B-21 Begins Taxi Tests in Last Step Before First Flight

The first B-21 Raider has begun taxi tests, in preparation for a first flight by the end of the year, the Air Force confirmed Oct. 25.

The B-21 “is conducting ground taxi activities,” an Air Force spokesperson told Air & Space Forces Magazine in response to a query. The War Zone first reported the development.

“Rigorous testing is a critical step in the B-21 flight test program,” she said. “Extensive testing evaluates systems, components, and functionalities. This testing allows us to mitigate risks, optimize design, and enhance operational effectiveness.”

The spokesperson had no other details to offer and said no photography is planned by the Air Force at this point.

The most recent photos of the first B-21 at Northrop Grumman’s facility at Air Force Plant 42 in Palmdale, Calif., showed the aircraft outside its hangar, presumably for outside engine runs, but the labyrinth of buildings at the plant make it possible for the aircraft to be outside and not visible from local roadways.

Social media sites that monitor Plant 42—where Lockheed Martin and Boeing also have facilities and where novel aircraft and modifications often show up unexpectedly—have been buzzing about “something moving” at Northrop’s end of the plant for two days.

Taxi tests indicate the airplane has already conducted a series of outdoor engine runs. A taxi test campaign typically follows a pattern wherein ground-handling qualities are tested and evaluated at slow and medium speeds before high-speed tests, which are the direct precursor to first flight.

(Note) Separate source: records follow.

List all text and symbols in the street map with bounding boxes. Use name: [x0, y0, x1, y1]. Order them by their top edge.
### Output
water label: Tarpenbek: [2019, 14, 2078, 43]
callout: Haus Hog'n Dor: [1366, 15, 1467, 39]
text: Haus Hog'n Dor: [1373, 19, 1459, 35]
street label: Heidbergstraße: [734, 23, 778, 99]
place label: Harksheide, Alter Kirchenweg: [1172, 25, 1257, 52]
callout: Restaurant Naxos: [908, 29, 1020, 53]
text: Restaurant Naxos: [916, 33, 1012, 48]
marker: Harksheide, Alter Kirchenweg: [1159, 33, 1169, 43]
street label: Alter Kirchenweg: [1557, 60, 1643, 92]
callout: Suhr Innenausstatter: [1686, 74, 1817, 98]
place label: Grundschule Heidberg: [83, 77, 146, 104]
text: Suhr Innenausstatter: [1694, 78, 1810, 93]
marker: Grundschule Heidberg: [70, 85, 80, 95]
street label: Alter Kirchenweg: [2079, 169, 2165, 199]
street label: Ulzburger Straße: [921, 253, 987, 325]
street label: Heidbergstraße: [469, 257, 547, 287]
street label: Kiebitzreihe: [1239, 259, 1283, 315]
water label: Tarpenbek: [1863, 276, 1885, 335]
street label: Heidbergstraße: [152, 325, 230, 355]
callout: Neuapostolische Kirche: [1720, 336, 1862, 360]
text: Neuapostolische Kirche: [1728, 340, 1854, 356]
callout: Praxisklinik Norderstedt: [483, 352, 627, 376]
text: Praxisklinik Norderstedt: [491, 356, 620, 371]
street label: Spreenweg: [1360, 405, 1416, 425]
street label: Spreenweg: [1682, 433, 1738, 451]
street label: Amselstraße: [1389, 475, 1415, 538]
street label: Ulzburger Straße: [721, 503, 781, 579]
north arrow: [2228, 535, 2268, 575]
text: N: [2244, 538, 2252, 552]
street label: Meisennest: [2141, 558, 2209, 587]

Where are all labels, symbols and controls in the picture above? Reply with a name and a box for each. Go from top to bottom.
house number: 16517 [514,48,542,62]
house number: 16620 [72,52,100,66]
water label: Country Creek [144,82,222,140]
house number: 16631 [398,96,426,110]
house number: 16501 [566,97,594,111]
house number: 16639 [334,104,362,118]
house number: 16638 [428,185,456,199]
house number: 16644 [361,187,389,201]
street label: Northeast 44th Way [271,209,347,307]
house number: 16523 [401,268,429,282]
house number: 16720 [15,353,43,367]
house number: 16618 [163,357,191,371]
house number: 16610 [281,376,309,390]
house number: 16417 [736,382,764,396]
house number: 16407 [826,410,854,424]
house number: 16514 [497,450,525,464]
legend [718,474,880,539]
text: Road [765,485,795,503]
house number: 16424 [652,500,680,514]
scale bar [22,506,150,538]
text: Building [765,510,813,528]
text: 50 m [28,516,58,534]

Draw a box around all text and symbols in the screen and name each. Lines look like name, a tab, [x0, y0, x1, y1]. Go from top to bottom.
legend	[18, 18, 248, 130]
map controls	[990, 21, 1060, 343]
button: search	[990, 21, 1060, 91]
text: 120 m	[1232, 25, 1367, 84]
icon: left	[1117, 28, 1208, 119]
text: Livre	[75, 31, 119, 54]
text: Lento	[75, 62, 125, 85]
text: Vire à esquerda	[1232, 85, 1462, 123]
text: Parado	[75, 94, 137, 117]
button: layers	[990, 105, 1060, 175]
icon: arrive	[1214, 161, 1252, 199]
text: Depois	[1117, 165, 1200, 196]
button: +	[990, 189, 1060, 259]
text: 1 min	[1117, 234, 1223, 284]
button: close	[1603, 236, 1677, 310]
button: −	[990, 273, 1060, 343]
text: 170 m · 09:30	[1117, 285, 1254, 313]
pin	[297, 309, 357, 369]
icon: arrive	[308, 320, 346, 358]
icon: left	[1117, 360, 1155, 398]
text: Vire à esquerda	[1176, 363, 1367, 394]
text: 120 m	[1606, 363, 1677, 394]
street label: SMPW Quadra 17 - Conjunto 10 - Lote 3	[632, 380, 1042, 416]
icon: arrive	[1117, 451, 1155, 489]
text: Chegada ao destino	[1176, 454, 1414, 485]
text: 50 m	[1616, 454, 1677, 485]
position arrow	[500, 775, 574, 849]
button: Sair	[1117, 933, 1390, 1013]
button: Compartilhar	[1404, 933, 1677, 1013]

In July, Northrop Grumman officials disclosed the B-21 had accomplished its first “power on” test. In September, Air Force Global Strike Command boss Gen. Thomas A. Bussiere announced the bomber has begun engine runs as part of its ground testing program.

Especially with a large flying wing like the B-21, high-speed taxi tests could inadvertently lead to a first flight. When the YF-16 was making a high-speed taxi test in January 1974, the eager aircraft made an unplanned takeoff.

Air Force officials have said they do not plan to make a media event out of first flight, insisting the bomber will fly as soon as it is ready to do so.

The B-21 was originally expected to fly in 2022 but did not roll out until December of last year, and first flight was then projected for the middle of 2023. In March, Air Force Secretary Frank Kendall said the airplane will fly “by the end of 2023,” but service officials have insisted the event will be driven by technical readiness and not the calendar.

The B-2—the B-21’s predecessor—flew nine months after its rollout in 1988.

The aircraft now taxiing is one of six known to be in some stage of production, and has been described as production-representative. The B-21s are being built on production tooling, and the first examples shouldn’t be considered prototypes, Northrop Grumman aeronautics president Tom Jones said at AFA’s Air, Space and Cyber conference in September.

“The jet that’s going to fly this year, for all intents and purposes, is a production jet,” Jones said during a B-21 panel discussion. “It’s got all the coatings, it’s got the mission systems, it was built using factory processes … with regular workers, by regular factory technicians, not engineers doing a bespoke first article.”

While the first one to fly will be a “flight sciences” aircraft—meaning it has been instrumented to collect data on all aspects of the aircraft’s performances—the B-21 contract calls for configuring all test aircraft as operational models after testing is concluded.

Northrop Grumman CEO Kathy Warden, in a company quarterly earnings call in January, told reporters she expects the contract for low-rate initial production this year, but after first flight. At the second-quarter call, she reported that the first B-21 had completed its first “power on” test, paving the way for engine runs and taxi.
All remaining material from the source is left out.